Records for processing —

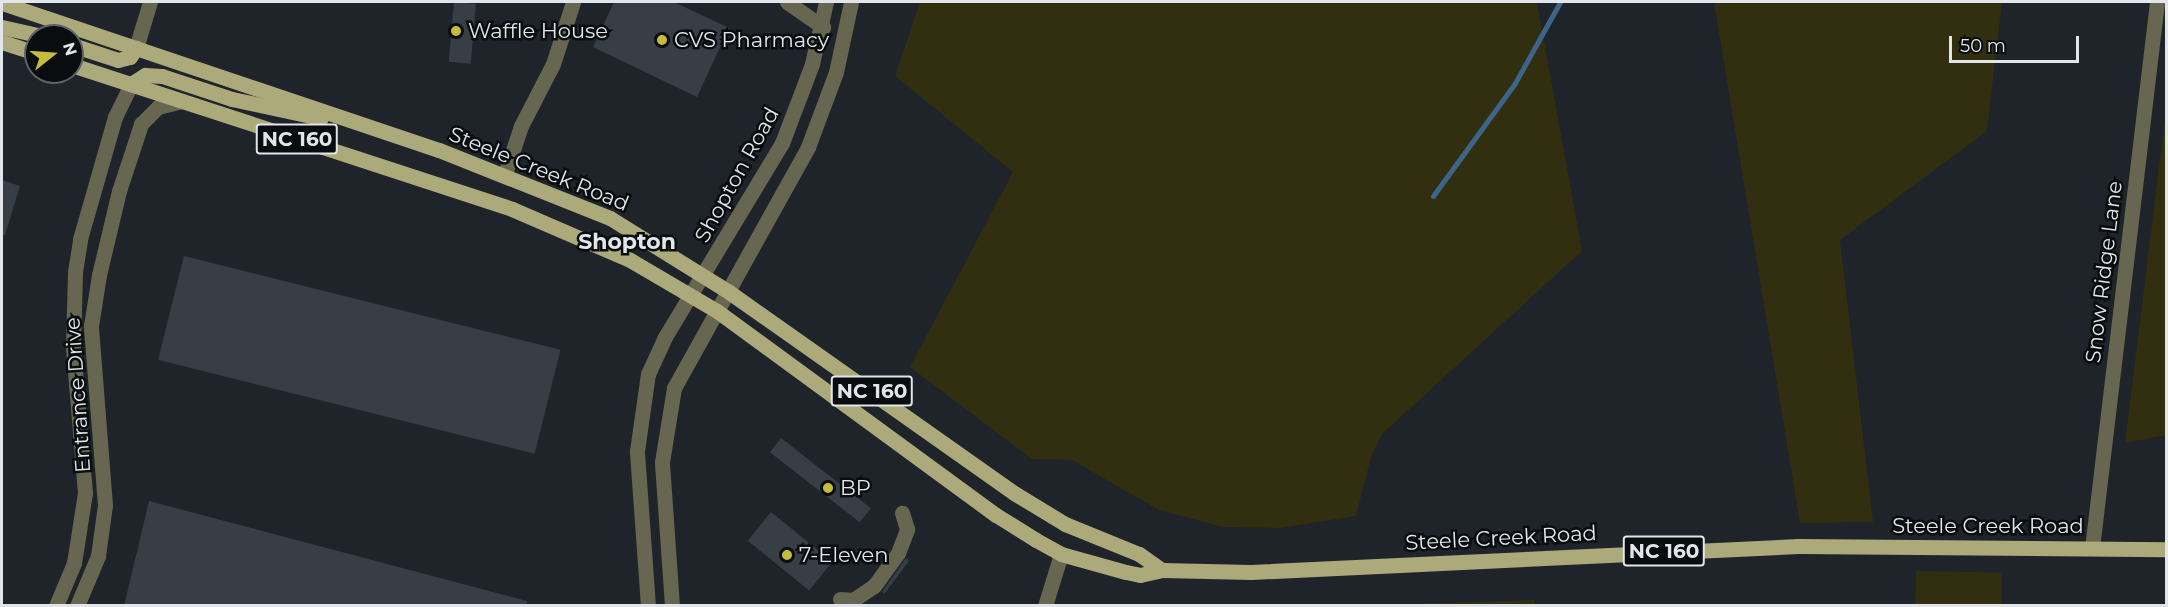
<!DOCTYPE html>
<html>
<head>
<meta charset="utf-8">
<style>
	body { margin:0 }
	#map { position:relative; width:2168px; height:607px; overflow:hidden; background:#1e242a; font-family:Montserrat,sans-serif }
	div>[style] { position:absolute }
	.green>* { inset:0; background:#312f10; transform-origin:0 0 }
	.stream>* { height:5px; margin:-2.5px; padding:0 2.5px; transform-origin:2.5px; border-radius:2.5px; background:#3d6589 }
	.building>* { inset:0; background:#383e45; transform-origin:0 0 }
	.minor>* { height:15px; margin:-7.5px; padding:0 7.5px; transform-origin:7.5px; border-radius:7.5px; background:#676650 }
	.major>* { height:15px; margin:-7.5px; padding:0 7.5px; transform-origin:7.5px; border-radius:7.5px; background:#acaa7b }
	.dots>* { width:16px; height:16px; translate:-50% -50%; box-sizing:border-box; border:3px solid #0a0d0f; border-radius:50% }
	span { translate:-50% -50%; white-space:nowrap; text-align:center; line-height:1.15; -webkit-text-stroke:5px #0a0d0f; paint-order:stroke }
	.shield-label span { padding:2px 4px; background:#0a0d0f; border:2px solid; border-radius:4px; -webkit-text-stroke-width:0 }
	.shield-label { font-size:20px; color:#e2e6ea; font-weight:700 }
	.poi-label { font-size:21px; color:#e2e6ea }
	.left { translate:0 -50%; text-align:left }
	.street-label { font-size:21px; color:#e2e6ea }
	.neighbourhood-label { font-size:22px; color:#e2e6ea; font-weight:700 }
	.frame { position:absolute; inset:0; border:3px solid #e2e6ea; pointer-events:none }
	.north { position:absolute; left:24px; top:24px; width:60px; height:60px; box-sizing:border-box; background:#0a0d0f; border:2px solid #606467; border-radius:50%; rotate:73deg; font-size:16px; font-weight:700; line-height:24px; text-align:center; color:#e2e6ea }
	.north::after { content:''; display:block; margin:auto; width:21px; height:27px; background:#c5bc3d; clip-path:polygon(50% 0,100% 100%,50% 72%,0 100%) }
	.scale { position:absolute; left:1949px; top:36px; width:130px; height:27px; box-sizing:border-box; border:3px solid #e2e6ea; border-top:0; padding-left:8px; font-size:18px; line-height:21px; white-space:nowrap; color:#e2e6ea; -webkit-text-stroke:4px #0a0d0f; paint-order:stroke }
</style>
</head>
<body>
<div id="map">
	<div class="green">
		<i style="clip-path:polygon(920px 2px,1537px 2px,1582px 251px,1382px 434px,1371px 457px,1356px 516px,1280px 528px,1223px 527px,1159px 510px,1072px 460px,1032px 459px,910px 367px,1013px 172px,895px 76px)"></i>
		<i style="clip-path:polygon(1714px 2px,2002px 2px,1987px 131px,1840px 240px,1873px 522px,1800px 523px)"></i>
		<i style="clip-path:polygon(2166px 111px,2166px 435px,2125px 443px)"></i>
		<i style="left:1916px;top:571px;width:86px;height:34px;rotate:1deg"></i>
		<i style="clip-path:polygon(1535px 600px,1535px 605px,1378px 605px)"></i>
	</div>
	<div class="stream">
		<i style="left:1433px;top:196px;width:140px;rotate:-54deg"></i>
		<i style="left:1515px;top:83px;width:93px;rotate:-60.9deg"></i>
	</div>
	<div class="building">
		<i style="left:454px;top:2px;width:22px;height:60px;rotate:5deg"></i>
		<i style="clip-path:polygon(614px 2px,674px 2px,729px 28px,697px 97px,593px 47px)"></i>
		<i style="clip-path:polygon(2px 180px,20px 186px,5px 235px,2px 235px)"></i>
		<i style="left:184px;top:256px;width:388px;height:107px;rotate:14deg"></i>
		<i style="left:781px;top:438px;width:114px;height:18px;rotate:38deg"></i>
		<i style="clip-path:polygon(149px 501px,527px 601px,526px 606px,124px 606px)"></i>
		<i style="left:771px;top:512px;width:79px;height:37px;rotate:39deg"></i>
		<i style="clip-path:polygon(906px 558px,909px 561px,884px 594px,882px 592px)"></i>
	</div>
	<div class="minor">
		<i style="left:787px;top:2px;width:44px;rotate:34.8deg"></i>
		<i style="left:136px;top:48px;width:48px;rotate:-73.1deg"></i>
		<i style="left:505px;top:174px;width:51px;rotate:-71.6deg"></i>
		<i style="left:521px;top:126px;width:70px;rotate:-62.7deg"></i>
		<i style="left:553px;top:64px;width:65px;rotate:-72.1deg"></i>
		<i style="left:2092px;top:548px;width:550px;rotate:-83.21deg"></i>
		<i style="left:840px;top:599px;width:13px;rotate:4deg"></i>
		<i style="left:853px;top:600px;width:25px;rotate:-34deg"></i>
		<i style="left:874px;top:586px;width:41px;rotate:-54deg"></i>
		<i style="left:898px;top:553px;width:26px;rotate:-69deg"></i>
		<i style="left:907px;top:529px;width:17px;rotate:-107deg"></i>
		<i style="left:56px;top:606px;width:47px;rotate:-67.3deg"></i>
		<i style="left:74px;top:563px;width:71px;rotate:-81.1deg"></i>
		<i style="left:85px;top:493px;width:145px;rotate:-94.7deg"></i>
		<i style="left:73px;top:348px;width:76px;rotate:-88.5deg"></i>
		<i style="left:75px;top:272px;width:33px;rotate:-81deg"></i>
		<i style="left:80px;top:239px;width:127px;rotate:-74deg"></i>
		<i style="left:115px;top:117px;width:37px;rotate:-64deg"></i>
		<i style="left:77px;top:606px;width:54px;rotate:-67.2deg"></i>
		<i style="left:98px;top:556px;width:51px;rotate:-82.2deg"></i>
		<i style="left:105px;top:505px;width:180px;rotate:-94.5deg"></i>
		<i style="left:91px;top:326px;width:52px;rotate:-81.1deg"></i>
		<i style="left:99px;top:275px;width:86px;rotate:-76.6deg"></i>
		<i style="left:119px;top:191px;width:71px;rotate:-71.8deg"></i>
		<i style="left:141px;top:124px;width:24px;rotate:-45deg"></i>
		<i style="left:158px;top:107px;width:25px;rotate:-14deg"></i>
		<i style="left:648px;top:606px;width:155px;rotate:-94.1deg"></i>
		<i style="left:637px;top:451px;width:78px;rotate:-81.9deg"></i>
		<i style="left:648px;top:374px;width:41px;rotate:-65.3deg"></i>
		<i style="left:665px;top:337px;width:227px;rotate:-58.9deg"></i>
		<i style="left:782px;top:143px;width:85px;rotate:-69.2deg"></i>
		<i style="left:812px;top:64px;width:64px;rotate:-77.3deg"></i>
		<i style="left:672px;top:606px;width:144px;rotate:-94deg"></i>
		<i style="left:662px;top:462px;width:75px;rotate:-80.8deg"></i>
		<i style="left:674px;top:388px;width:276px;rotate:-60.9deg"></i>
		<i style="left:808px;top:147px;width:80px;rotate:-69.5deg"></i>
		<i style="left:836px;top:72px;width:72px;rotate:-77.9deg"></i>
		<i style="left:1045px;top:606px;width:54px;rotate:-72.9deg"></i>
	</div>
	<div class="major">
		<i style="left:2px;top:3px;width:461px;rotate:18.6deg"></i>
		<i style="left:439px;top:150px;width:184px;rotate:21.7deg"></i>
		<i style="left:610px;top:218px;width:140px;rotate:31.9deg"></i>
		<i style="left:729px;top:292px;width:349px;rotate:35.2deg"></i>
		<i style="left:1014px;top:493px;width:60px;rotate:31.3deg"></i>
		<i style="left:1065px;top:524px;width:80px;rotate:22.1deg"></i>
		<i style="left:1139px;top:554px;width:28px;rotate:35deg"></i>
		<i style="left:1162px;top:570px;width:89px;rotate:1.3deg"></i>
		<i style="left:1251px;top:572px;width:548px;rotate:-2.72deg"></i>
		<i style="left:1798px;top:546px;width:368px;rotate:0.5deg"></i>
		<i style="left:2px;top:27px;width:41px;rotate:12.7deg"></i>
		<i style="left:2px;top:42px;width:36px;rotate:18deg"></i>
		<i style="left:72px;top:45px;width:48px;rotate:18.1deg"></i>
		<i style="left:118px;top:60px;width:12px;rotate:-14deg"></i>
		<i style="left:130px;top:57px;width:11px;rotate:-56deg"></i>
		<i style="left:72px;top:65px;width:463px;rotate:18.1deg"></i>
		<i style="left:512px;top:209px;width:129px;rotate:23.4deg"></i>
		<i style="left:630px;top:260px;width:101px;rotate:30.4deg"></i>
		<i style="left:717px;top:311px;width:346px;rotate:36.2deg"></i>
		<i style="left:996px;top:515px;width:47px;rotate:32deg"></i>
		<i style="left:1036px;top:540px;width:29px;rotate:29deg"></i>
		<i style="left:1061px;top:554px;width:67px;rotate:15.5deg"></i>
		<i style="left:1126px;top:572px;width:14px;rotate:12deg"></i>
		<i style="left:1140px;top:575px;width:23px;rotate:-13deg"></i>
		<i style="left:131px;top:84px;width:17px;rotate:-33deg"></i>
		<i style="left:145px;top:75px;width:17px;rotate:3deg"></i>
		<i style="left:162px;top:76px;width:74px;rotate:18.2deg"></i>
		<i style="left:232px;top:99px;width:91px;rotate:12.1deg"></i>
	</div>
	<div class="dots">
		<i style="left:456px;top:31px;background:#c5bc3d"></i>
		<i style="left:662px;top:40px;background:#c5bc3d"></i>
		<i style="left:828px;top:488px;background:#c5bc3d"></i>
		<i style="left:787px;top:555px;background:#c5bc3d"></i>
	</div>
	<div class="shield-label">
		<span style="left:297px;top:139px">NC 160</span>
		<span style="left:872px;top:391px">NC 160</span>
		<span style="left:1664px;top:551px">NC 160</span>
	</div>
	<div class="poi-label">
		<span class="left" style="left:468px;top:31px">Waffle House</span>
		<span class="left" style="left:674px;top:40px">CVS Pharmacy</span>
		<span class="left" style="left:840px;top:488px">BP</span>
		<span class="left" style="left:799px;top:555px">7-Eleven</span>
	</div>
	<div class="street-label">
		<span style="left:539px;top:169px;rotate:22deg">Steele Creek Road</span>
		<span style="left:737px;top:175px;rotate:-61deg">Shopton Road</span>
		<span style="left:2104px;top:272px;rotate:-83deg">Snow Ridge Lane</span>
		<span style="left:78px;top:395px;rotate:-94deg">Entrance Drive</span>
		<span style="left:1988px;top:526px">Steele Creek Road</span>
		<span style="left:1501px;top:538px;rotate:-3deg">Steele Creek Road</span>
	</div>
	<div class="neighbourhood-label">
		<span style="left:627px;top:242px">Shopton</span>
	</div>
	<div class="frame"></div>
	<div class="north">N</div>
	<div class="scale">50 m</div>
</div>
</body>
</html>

What is needed — Answer with a single number: the count of lines in the entries that hold the word "stream".

Response for this exercise — 2